BEGIN
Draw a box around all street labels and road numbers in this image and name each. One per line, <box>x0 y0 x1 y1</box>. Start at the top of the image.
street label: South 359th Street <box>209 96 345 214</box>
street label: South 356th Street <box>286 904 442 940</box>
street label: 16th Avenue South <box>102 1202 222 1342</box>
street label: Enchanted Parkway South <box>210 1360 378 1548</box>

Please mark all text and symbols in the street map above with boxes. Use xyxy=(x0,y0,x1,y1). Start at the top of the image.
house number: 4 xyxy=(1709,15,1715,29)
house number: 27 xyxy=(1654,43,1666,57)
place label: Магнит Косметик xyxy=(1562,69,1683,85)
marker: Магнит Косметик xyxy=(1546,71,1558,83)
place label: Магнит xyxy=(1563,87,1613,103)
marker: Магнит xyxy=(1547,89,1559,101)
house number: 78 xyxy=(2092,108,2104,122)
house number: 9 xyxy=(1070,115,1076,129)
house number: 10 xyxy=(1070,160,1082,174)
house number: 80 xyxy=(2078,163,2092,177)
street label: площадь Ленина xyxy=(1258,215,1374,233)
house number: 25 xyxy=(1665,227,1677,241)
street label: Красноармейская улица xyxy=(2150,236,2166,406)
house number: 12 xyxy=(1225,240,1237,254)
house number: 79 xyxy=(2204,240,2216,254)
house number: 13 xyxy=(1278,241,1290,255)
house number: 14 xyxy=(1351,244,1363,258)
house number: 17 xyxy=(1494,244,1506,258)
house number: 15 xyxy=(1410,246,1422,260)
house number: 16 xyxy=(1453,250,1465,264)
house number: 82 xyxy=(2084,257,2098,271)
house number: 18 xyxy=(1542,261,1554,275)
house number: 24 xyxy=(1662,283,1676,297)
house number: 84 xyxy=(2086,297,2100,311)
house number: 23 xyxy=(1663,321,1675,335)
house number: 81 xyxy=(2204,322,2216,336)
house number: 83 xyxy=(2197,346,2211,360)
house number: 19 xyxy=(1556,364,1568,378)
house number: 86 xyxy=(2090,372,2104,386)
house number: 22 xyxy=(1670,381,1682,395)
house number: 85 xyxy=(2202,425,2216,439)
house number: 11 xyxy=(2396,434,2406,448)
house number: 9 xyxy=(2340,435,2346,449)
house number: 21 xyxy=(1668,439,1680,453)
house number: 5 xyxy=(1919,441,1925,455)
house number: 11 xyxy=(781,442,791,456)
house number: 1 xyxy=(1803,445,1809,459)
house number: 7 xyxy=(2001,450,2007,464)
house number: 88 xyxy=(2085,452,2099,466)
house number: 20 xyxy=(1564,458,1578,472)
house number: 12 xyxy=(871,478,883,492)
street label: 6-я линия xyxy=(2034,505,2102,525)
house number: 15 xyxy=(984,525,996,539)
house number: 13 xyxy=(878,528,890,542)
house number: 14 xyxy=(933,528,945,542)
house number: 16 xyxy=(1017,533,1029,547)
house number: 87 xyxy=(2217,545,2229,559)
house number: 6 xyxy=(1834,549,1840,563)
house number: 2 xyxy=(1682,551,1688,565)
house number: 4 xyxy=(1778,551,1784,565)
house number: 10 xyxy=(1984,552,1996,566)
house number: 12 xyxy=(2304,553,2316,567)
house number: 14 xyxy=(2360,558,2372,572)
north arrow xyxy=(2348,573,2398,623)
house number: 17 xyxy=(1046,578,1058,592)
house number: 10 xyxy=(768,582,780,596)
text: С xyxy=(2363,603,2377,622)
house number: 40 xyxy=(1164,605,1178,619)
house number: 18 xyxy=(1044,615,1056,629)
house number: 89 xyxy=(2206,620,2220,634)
END
* **Assignment**:
From the data above, state how many lines hold the string "Start", and give the number without other words.

* **Answer section**:
2